Source data
*****

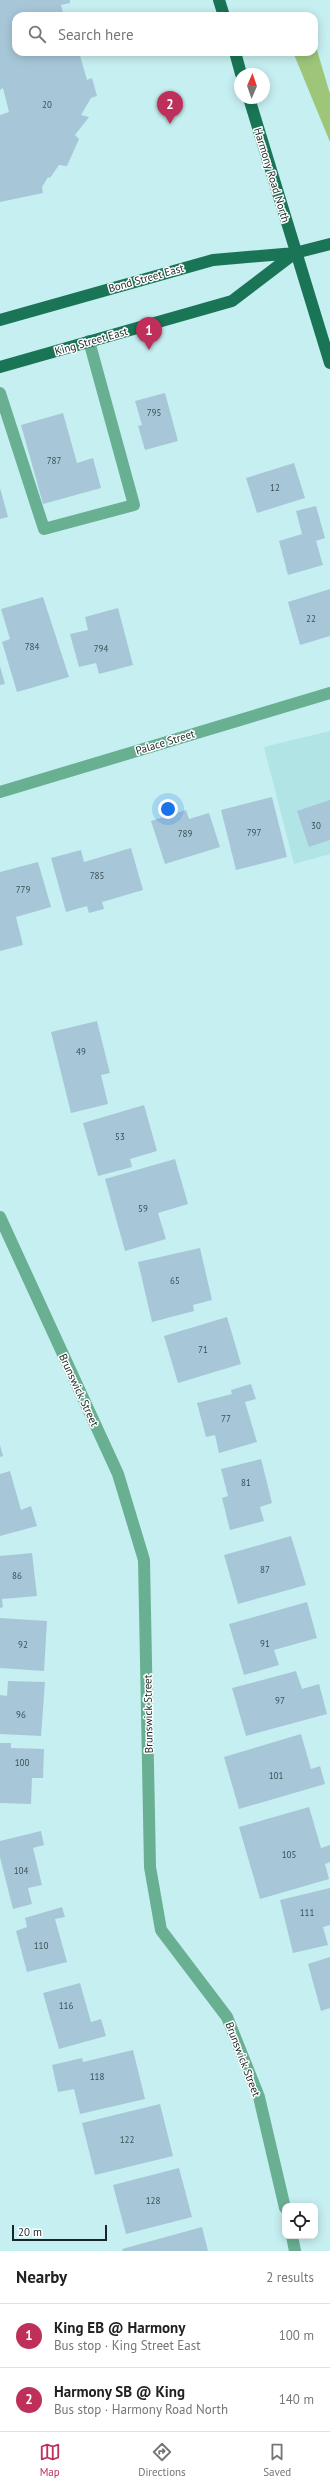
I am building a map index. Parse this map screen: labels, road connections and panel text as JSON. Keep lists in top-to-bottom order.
{
  "streets": {
    "main road": ["Harmony Road North", "Bond Street East", "King Street East"],
    "street": ["Palace Street", "Brunswick Street"]
  },
  "crossings": [
    ["Harmony Road North", "Bond Street East"],
    ["Harmony Road North", "King Street East"],
    ["Bond Street East", "King Street East"]
  ],
  "house_numbers": [
    "20",
    "795",
    "787",
    "12",
    "22",
    "784",
    "794",
    "30",
    "797",
    "789",
    "785",
    "779",
    "49",
    "53",
    "59",
    "65",
    "71",
    "77",
    "81",
    "87",
    "86",
    "91",
    "92",
    "97",
    "96",
    "100",
    "101",
    "105",
    "104",
    "111",
    "110",
    "116",
    "118",
    "122",
    "128"
  ],
  "scale_bar": "20 m",
  "north": "top",
  "page": {
    "search": "Search here",
    "pins": ["2", "1"],
    "scale": "20 m",
    "heading": ["Nearby", "2 results"],
    "list": [
      {
        "mark": "1",
        "name": "King EB @ Harmony",
        "note": "Bus stop · King Street East",
        "value": "100 m"
      },
      {
        "mark": "2",
        "name": "Harmony SB @ King",
        "note": "Bus stop · Harmony Road North",
        "value": "140 m"
      }
    ],
    "nav": ["Map", "Directions", "Saved"]
  }
}
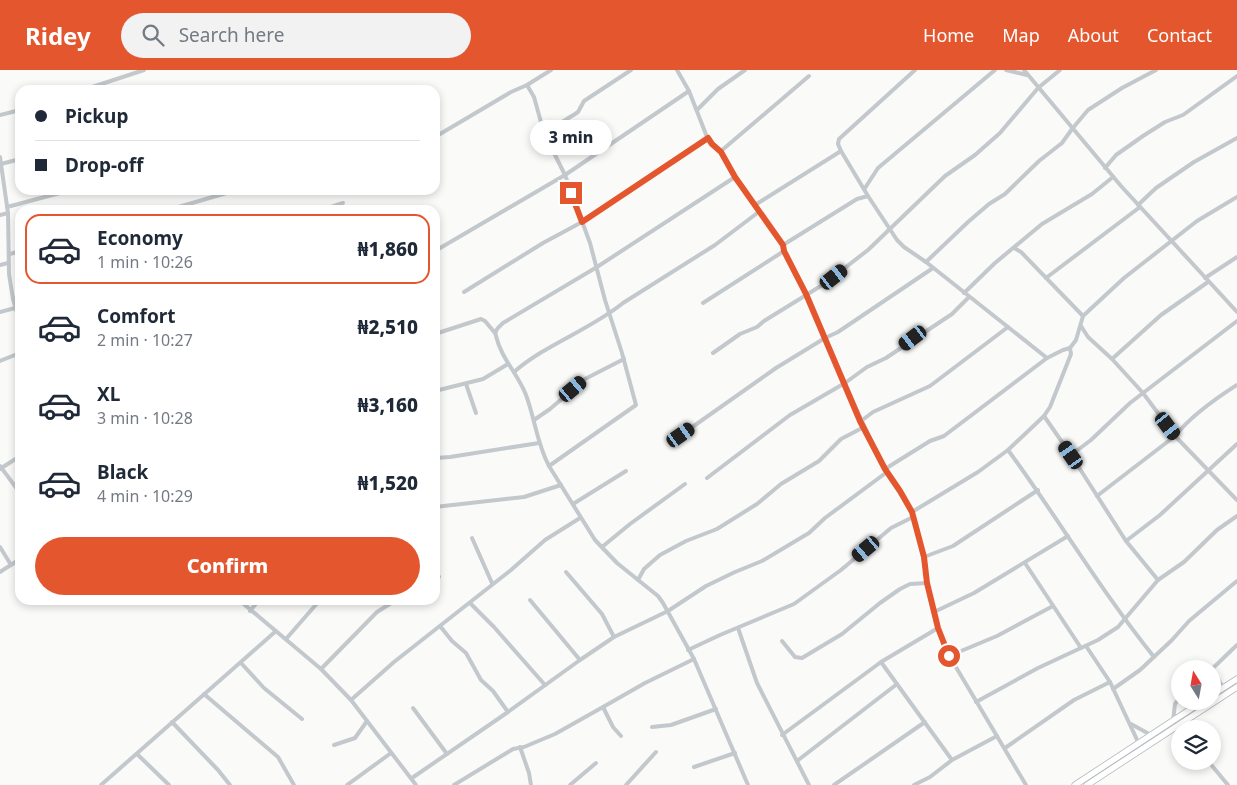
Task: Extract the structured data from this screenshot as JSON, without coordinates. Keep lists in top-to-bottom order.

*****

ACTIVITY ▸
Word for word, give back each entry from above, but skip any picture.

THE COMPLETED TASK ▸
I am building a map index. Parse this map screen: labels, road connections and panel text as JSON. Keep lists in top-to-bottom order.
{
  "streets": {
    "main road": ["Harmony Road North", "Bond Street East", "King Street East"],
    "street": ["Palace Street", "Brunswick Street"]
  },
  "crossings": [
    ["Harmony Road North", "Bond Street East"],
    ["Harmony Road North", "King Street East"],
    ["Bond Street East", "King Street East"]
  ],
  "house_numbers": [
    "20",
    "795",
    "787",
    "12",
    "22",
    "784",
    "794",
    "30",
    "797",
    "789",
    "785",
    "779",
    "49",
    "53",
    "59",
    "65",
    "71",
    "77",
    "81",
    "87",
    "86",
    "91",
    "92",
    "97",
    "96",
    "100",
    "101",
    "105",
    "104",
    "111",
    "110",
    "116",
    "118",
    "122",
    "128"
  ],
  "scale_bar": "20 m",
  "north": "top",
  "page": {
    "search": "Search here",
    "pins": ["2", "1"],
    "scale": "20 m",
    "heading": ["Nearby", "2 results"],
    "list": [
      {
        "mark": "1",
        "name": "King EB @ Harmony",
        "note": "Bus stop · King Street East",
        "value": "100 m"
      },
      {
        "mark": "2",
        "name": "Harmony SB @ King",
        "note": "Bus stop · Harmony Road North",
        "value": "140 m"
      }
    ],
    "nav": ["Map", "Directions", "Saved"]
  }
}
Task: Extract the structured data from this screenshot as JSON, without coordinates. Keep lists in top-to-bottom order.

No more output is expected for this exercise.